Dataset excerpts
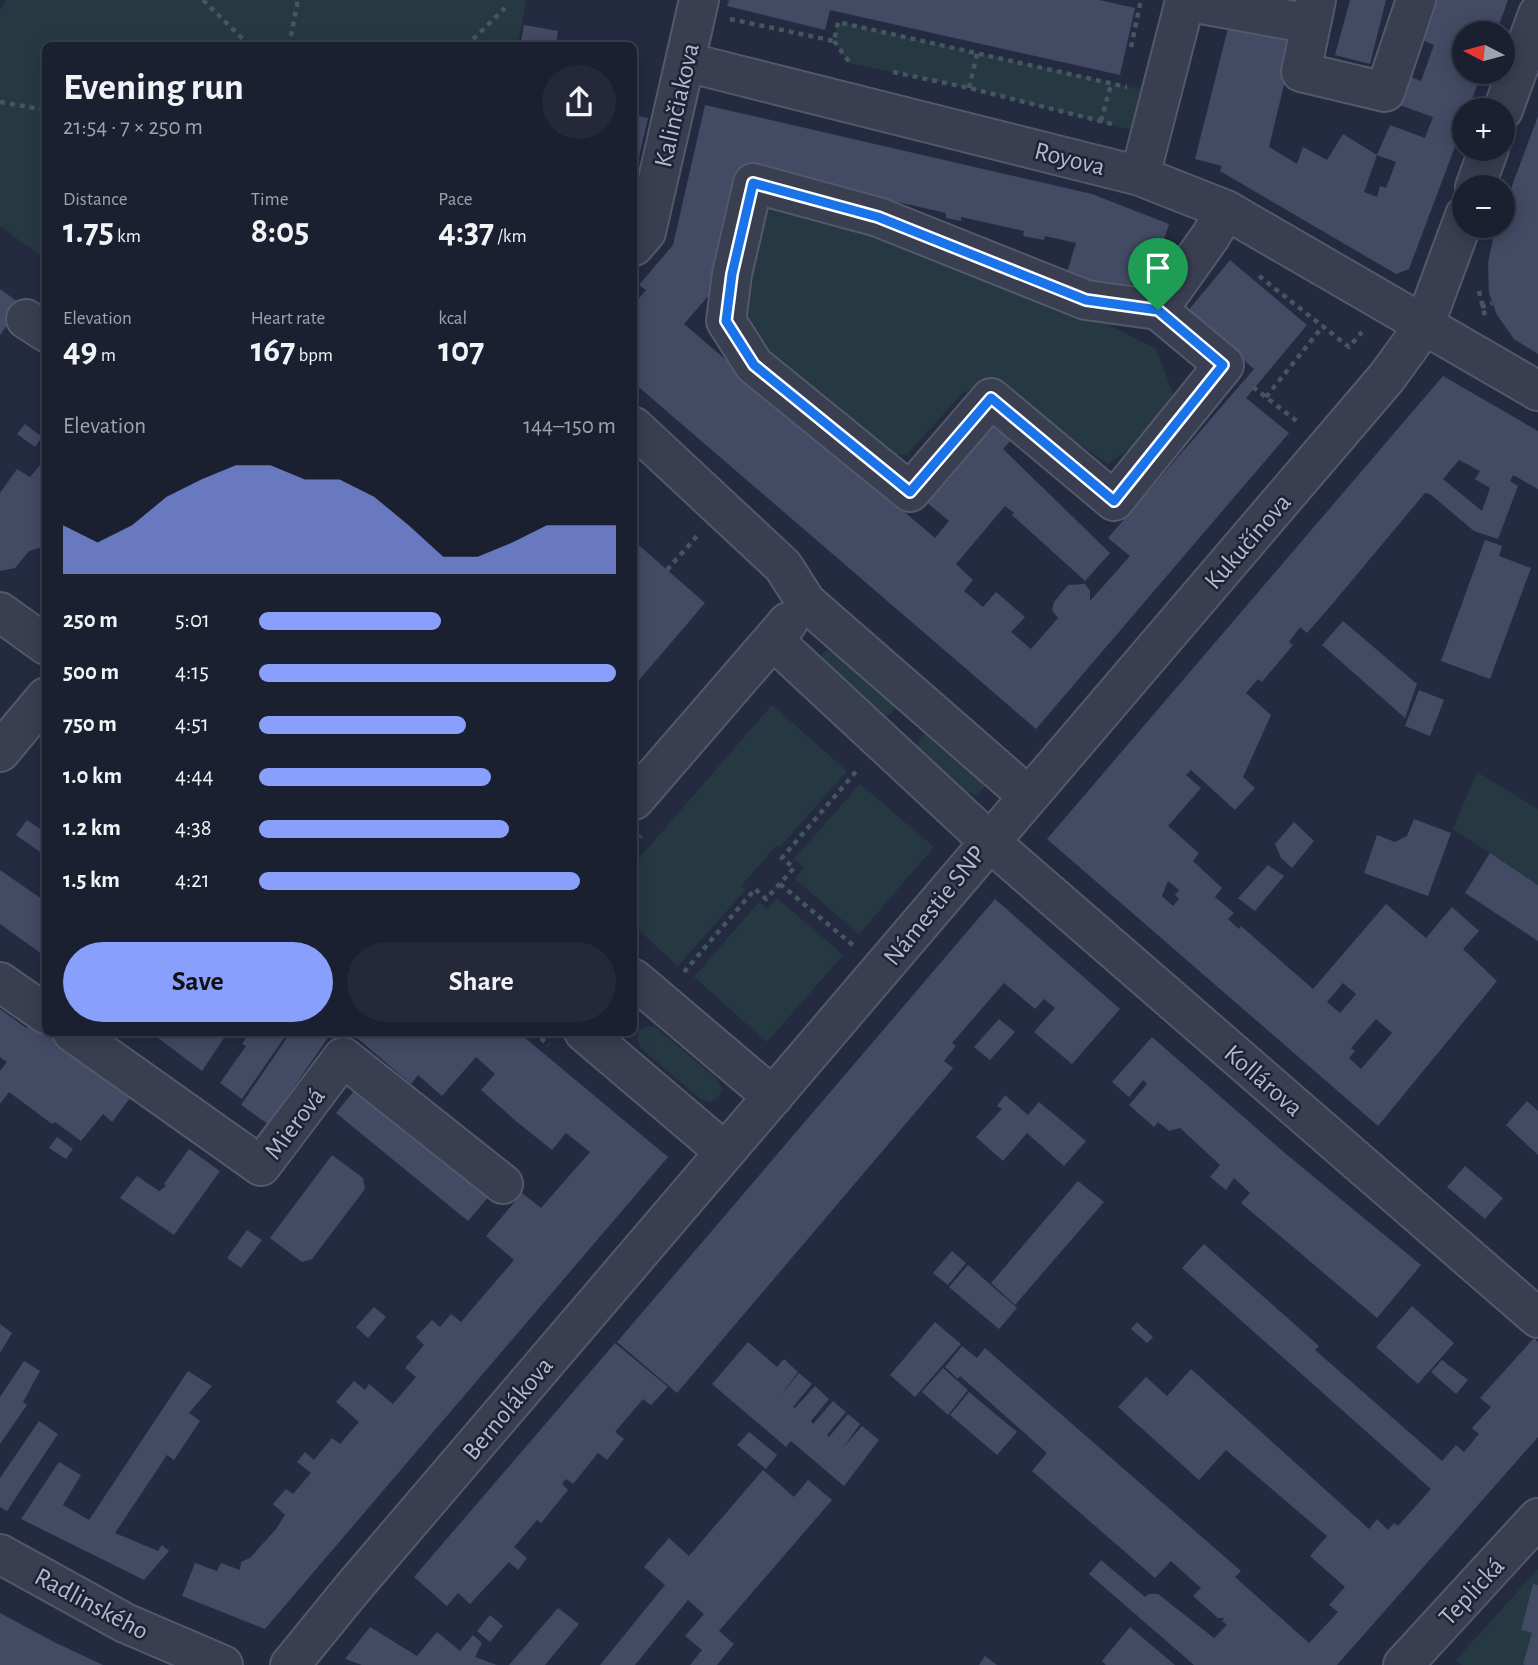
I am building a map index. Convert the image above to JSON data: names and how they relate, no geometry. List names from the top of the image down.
{
  "streets": {
    "street": [
      "Kalinčiakova",
      "Royova",
      "Kukučínova",
      "Námestie SNP",
      "Kollárova",
      "Mierová",
      "Bernolákova",
      "Teplická",
      "Radlinského"
    ]
  },
  "crossings": [
    ["Kalinčiakova", "Royova"],
    ["Royova", "Kukučínova"],
    ["Kukučínova", "Námestie SNP"],
    ["Kukučínova", "Kollárova"],
    ["Námestie SNP", "Kollárova"],
    ["Námestie SNP", "Bernolákova"]
  ],
  "north": "left",
  "page": {
    "map_buttons": ["+", "−"],
    "heading": ["Evening run", "21:54 · 7 × 250 m"],
    "stats": [
      ["Distance", "1.75 km"],
      ["Time", "8:05"],
      ["Pace", "4:37 /km"],
      ["Elevation", "49 m"],
      ["Heart rate", "167 bpm"],
      ["kcal", "107"]
    ],
    "chart": ["Elevation", "144–150 m"],
    "list": [
      {
        "name": "250 m",
        "note": "5:01"
      },
      {
        "name": "500 m",
        "note": "4:15"
      },
      {
        "name": "750 m",
        "note": "4:51"
      },
      {
        "name": "1.0 km",
        "note": "4:44"
      },
      {
        "name": "1.2 km",
        "note": "4:38"
      },
      {
        "name": "1.5 km",
        "note": "4:21"
      }
    ],
    "buttons": ["Save", "Share"]
  }
}
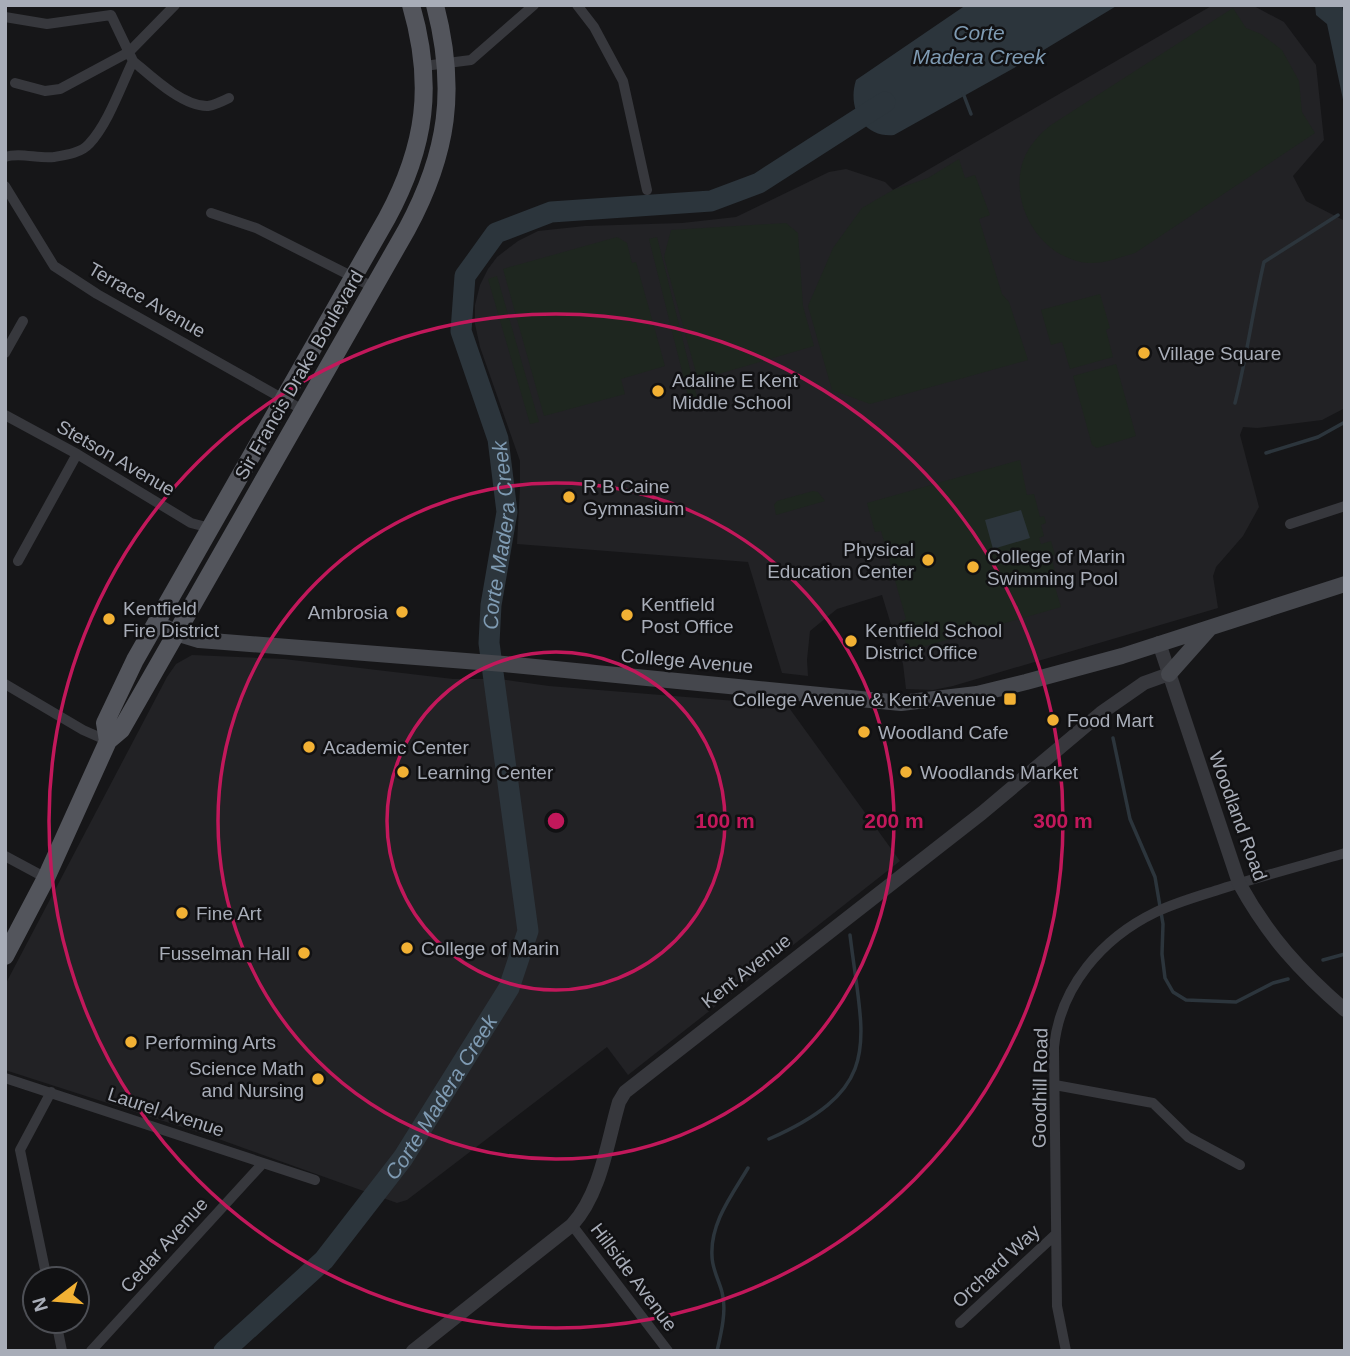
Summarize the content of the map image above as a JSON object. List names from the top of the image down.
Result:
{
  "streets": {
    "main road": ["Sir Francis Drake Boulevard", "College Avenue"],
    "street": [
      "Terrace Avenue",
      "Stetson Avenue",
      "Woodland Road",
      "Kent Avenue",
      "Goodhill Road",
      "Laurel Avenue",
      "Cedar Avenue",
      "Orchard Way",
      "Hillside Avenue"
    ]
  },
  "crossings": [
    ["Terrace Avenue", "Sir Francis Drake Boulevard"],
    ["Sir Francis Drake Boulevard", "Stetson Avenue"],
    ["Sir Francis Drake Boulevard", "College Avenue"],
    ["College Avenue", "Woodland Road"],
    ["Woodland Road", "Kent Avenue"],
    ["Woodland Road", "Goodhill Road"],
    ["Kent Avenue", "Hillside Avenue"],
    ["Goodhill Road", "Orchard Way"],
    ["Laurel Avenue", "Cedar Avenue"]
  ],
  "water": ["Corte Madera Creek"],
  "places": {
    "other": [
      "Village Square",
      "Adaline E Kent Middle School",
      "R B Caine Gymnasium",
      "Physical Education Center",
      "College of Marin Swimming Pool",
      "Ambrosia",
      "Kentfield Post Office",
      "Kentfield Fire District",
      "Kentfield School District Office",
      "Food Mart",
      "Woodland Cafe",
      "Academic Center",
      "Learning Center",
      "Woodlands Market",
      "Fine Art",
      "College of Marin",
      "Fusselman Hall",
      "Performing Arts",
      "Science Math and Nursing"
    ],
    "transit": ["College Avenue & Kent Avenue"]
  },
  "north": "left",
  "rings": ["100 m", "200 m", "300 m"]
}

Exercise objective
Wherever the string "District" appears in the entries, copy that line.

The completed task
      "Kentfield Fire District",
      "Kentfield School District Office",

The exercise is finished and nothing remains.